__About this exercise__. What lines in the following entries hold the word "casing"? Copy each one.

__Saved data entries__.
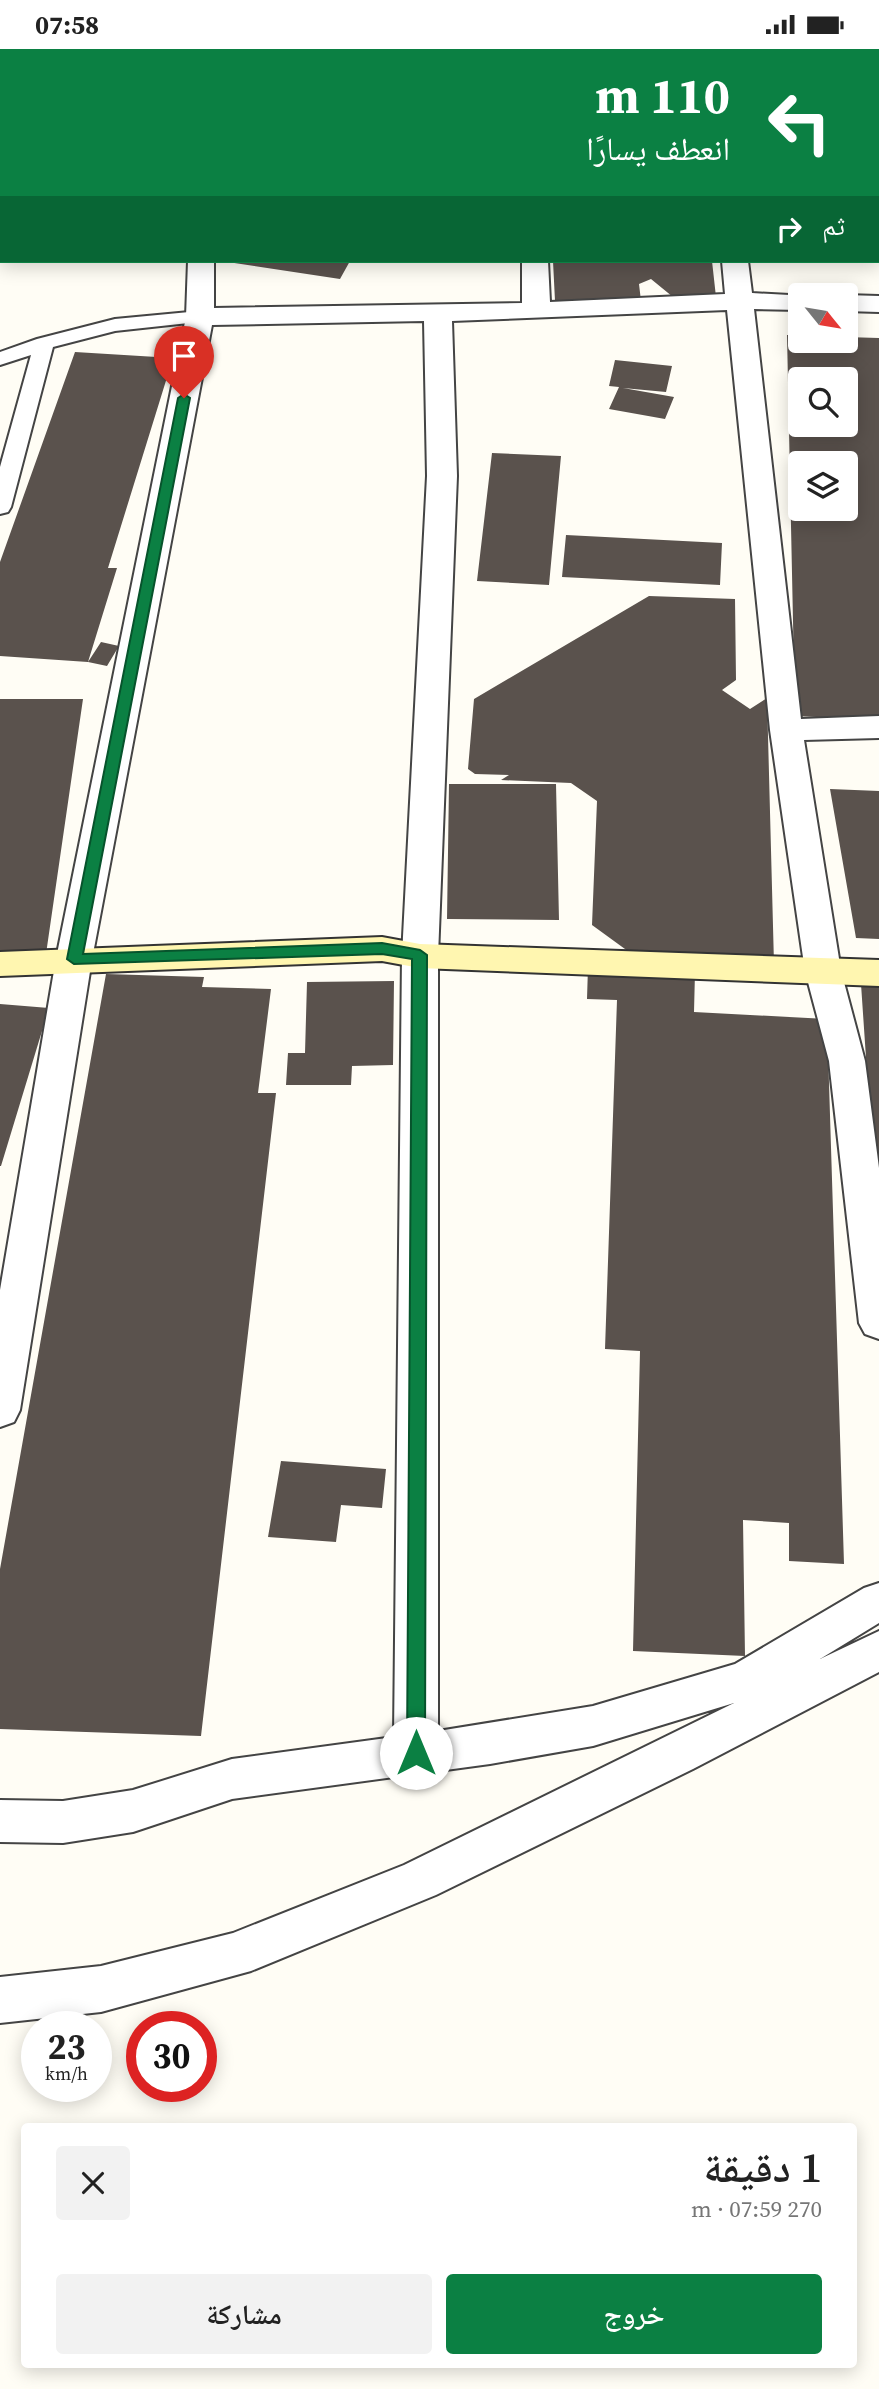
<!DOCTYPE html>
<html lang="ar">
<meta charset="utf-8">
<style>
body{margin:0;font-family:"Source Serif 4","Noto Naskh Arabic",serif;background:#f2f2f2;color:#222;direction:rtl;height:100vh;display:flex;flex-direction:column;font-size:26px;white-space:nowrap}
*{box-sizing:border-box;margin:0}
p{font-size:23px;color:#767676}
.icon{flex:none;width:38px;height:38px;fill:none;stroke:currentColor;stroke-width:2;stroke-linecap:round;stroke-linejoin:round}
.map{position:relative;flex:1;overflow:hidden;direction:ltr}
.drawer{position:absolute;left:21px;top:2074px;width:836px;height:245px;display:flex;flex-direction:column;background:#fff;border-radius:7px;box-shadow:0 4px 18px #0003;direction:rtl}
.drawer>*{flex:none}
.guide{position:absolute;left:0px;top:0px;width:880px;height:214px;box-shadow:0 4px 18px #0003;direction:rtl;background:#0b8043;color:#fff;overflow:hidden}
.needle{width:46px;rotate:120deg}
.fabs{position:absolute;left:788px;top:234px;display:grid;gap:14px}
.fabs a{display:grid;place-items:center;width:70px;height:70px;border-radius:7px;background:#fff;box-shadow:0 4px 18px #0003;font-size:35px}
.speed{position:absolute;left:21px;top:1962px;display:flex;gap:14px;font-size:35px;font-weight:700;text-align:center}
.speed>*{display:grid;place-content:center;width:91px;height:91px;border-radius:50%;background:#fff;box-shadow:0 4px 18px #0003;line-height:1}
.speed small{font-size:18px;font-weight:400}
.speed .limit{border:10px solid #d22;background:#fff;color:#111}
.pin{position:absolute;display:grid;place-items:center;width:60px;height:60px;color:#fff;margin:-72px -30px;border-radius:50% 50% 50% 0;rotate:-45deg;box-shadow:0 0 7px #0007}
.pin .icon{rotate:45deg}
.me{position:absolute;width:77px;margin:-38px;rotate:0deg;stroke-linejoin:round;filter:drop-shadow(0 0 5px #0008)}
.turn{display:flex;align-items:center;gap:24px;height:147px;padding:0 35px;font-size:32px}
.turn .icon{width:91px;height:91px;stroke-width:2.5}
.turn b{display:block;font-size:49px;line-height:60px}
.then{display:flex;align-items:center;height:66px;padding:0 35px;background:#0003;gap:14px;font-size:26px}
.round{display:grid;place-items:center;flex:none;width:74px;height:74px;border-radius:7px;background:#f2f2f2}
.headline{display:flex;align-items:center;justify-content:space-between;height:119px;padding:0 35px}
h1{font-size:42px;font-weight:600;line-height:52px}
.action{display:flex;gap:14px;margin-top:auto;padding:14px 35px}
.action a{flex:1;height:80px;border-radius:7px;background:#0b8043;color:#fff;font-size:28px;font-weight:600;line-height:80px;text-align:center}
.action a+a{background:#f2f2f2;color:#222}
.status{display:flex;justify-content:space-between;align-items:center;height:49px;padding:0 35px;background:#fff;direction:ltr}
.status svg{height:19px;fill:currentColor}
.map>svg:first-child{display:block}
.building{fill:#5a524d;fill-rule:evenodd}
.lines{fill:none;stroke-linecap:round;stroke-linejoin:round}
.lane-casing{stroke:#444;stroke-width:4}
.street-casing{stroke:#444;stroke-width:4}
.secondary-casing{stroke:#333;stroke-width:4}
.lane{fill:#fff;fill-rule:evenodd}
.street{fill:#fff;fill-rule:evenodd}
.secondary{fill:#fff6b0;fill-rule:evenodd}
.route{fill:#0b8043;stroke:#07532c;stroke-width:2}
</style>
<div class="status"><b>07:58</b><svg viewBox="0 0 49 12"><path d="M0 12V9h3v3zM5 12V6h3v6zM10 12V3h3v9zM15 12V0h3v12zM26 1h20v11H26zM47 4h2v5h-2z"/></svg></div>
<div class="map">
<svg width="879" height="2340" viewBox="0 0 879 2340">
<rect width="100%" height="100%" fill="#fffdf5"/>
<path class="building" d="M 221,212 L 350,212 L 340,230 Z
M 553,212 L 712,212 L 716,248 L 673,248 L 651,230 L 639,235 L 641,252 L 555,252 Z
M 787,286 L 800,286 L 800,292 L 845,292 L 845,288 L 879,289 L 879,671 L 795,667 ZM 800,331 L 845,331 L 845,376 L 800,376 ZM 800,415 L 845,415 L 845,460 L 800,460 Z
M 75,303 L 173,309 L 108,519 L 117,519 L 88,613 L 0,607 L 0,513 Z
M 615,311 L 672,317 L 666,343 L 623,339 L 674,348 L 665,370 L 609,360 L 619,338 L 609,337 Z
M 492,404 L 561,407 L 549,536 L 477,532 Z
M 566,486 L 722,494 L 720,536 L 562,528 Z
M 649,547 L 735,550 L 736,631 L 722,641 L 750,660 L 767,649 L 774,915 L 636,908 L 592,876 L 597,752 L 571,734 L 501,731 L 509,726 L 475,725 L 468,720 L 474,650 Z
M 101,593 L 119,597 L 107,617 L 88,613 Z
M 0,650 L 83,650 L 46,905 L 0,905 Z
M 449,735 L 556,735 L 559,871 L 447,870 Z
M 830,740 L 879,742 L 879,890 L 856,889 Z
M 588,918 L 695,923 L 694,963 L 827,970 L 844,1515 L 789,1512 L 789,1474 L 743,1471 L 745,1607 L 633,1602 L 640,1302 L 605,1300 L 617,951 L 587,950 Z
M 106,925 L 204,928 L 202,938 L 271,940 L 258,1044 L 276,1044 L 201,1687 L 0,1680 L 0,1520 Z
M 394,932 L 393,1016 L 352,1017 L 351,1036 L 286,1036 L 288,1004 L 305,1004 L 307,933 Z
M 861,935 L 879,935 L 879,1171 L 877,1171 Z
M 0,955 L 49,959 L 1,1117 L 0,1117 Z
M 281,1412 L 386,1420 L 382,1459 L 341,1456 L 336,1493 L 268,1488 Z"/>
<g class="lines">
<g class="lane-casing">
<path id="lane" d="M 200,262 L 207,264 L 210,268 L 207,272 L 115,282 L 53,298 L 11,458 L 8,463 L 0,465 L 0,418 L 31,306 L 0,316 L 0,303 L 37,290 L 115,270 Z"/>
</g>
<g class="street-casing">
<path id="street" d="M 70,0 L 96,0 L 69,2 Z
M 276,0 L 300,0 L 300,2 L 276,2 Z
M 470,0 L 494,0 L 494,2 L 470,2 Z
M 588,0 L 619,0 L 587,2 Z
M 700,0 L 724,0 L 724,2 L 700,2 Z
M 0,18 L 2,18 L 2,32 L 0,32 Z
M 0,146 L 2,146 L 2,162 L 0,162 Z
M 188,212 L 214,212 L 214,259 L 522,254 L 522,212 L 548,212 L 550,253 L 725,245 L 722,212 L 748,212 L 752,244 L 808,247 L 800,247 L 800,261 L 754,260 L 801,670 L 879,667 L 879,689 L 804,691 L 841,922 L 865,1012 L 879,1119 L 879,1290 L 865,1285 L 859,1274 L 829,1012 L 805,922 L 770,681 L 727,261 L 452,272 L 457,427 L 438,907 L 438,1682 L 593,1657 L 735,1615 L 864,1539 L 879,1534 L 879,1574 L 820,1610 L 879,1582 L 879,1623 L 693,1720 L 436,1846 L 251,1922 L 101,1963 L 0,1974 L 0,1928 L 101,1917 L 233,1884 L 404,1816 L 734,1654 L 593,1697 L 490,1715 L 232,1750 L 133,1783 L 63,1794 L 0,1793 L 0,1751 L 63,1752 L 133,1741 L 232,1710 L 394,1688 L 402,907 L 427,427 L 424,272 L 212,276 L 92,910 L 20,1361 L 14,1373 L 0,1378 L 0,1241 L 56,910 L 186,268 Z
M 845,246 L 879,247 L 879,263 L 845,262 L 845,247 L 841,247 Z"/>
</g>
<g class="secondary-casing">
<path id="secondary" d="M 382,888 L 420,895 L 879,911 L 879,937 L 420,919 L 382,912 L 0,927 L 0,903 Z"/>
</g>
<use href="#lane" class="lane"/>
<use href="#street" class="street"/>
<use href="#secondary" class="secondary"/>
</g>
<path class="route" d="M 184,345 L 190,349 L 83,905 L 382,894 L 420,901 L 427,906 L 425,1704 L 423,1710 L 416,1712 L 409,1710 L 407,1704 L 412,910 L 382,905 L 74,915 L 67,910 L 178,349 Z"/>
</svg>
<div class="fabs">
<a><svg class="needle" viewBox="-14 -14 28 28"><path d="M0-13l5 13h-10z" fill="#e53935"/><path d="M0 13l5-13h-10z" fill="#767676"/></svg></a>
<a><svg class="icon" aria-label="search" viewBox="0 0 24 24"><circle cx="10" cy="10" r="6"/><path d="M15 15l6 6"/></svg></a>
<a><svg class="icon" aria-label="layers" viewBox="0 0 24 24"><path d="M12 4l9 5-9 5-9-5zM3 14l9 5 9-5"/></svg></a>
</div>
<div class="speed"><div>23<small>km/h</small></div><div class="limit">30</div></div>
<div class="pin" style="left:184px;top:349px;background:#d93025"><svg class="icon" aria-label="arrive" viewBox="0 0 24 24"><path d="M6 21V4h12l-3 4 3 4H6"/></svg></div>
<svg class="me" style="left:416px;top:1704px" viewBox="-20 -20 40 40"><circle r="19" fill="#fff"/><path d="M0-13L10 11 0 6-10 11z" fill="#0b8043"/></svg>
<div class="guide">
<div class="turn"><svg class="icon" aria-label="left" viewBox="0 0 24 24"><path d="M17 20v-9H6M10 6l-5 5 5 5"/></svg><div><b>110 m</b>انعطف يسارًا</div></div>
<div class="then">ثم<svg class="icon" aria-label="right" viewBox="0 0 24 24"><path d="M7 20v-9h11M14 6l5 5-5 5"/></svg></div>
</div>
<section class="drawer">
<div class="headline"><div><h1>1 دقيقة</h1><p>270 m · 07:59</p></div><a class="round"><svg class="icon" aria-label="close" viewBox="0 0 24 24"><path d="M6 6l12 12M18 6L6 18"/></svg></a></div>
<div class="action"><a>خروج</a><a>مشاركة</a></div>
</section>
</div>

__Result__.
.lane-casing{stroke:#444;stroke-width:4}
.street-casing{stroke:#444;stroke-width:4}
.secondary-casing{stroke:#333;stroke-width:4}
<g class="lane-casing">
<g class="street-casing">
<g class="secondary-casing">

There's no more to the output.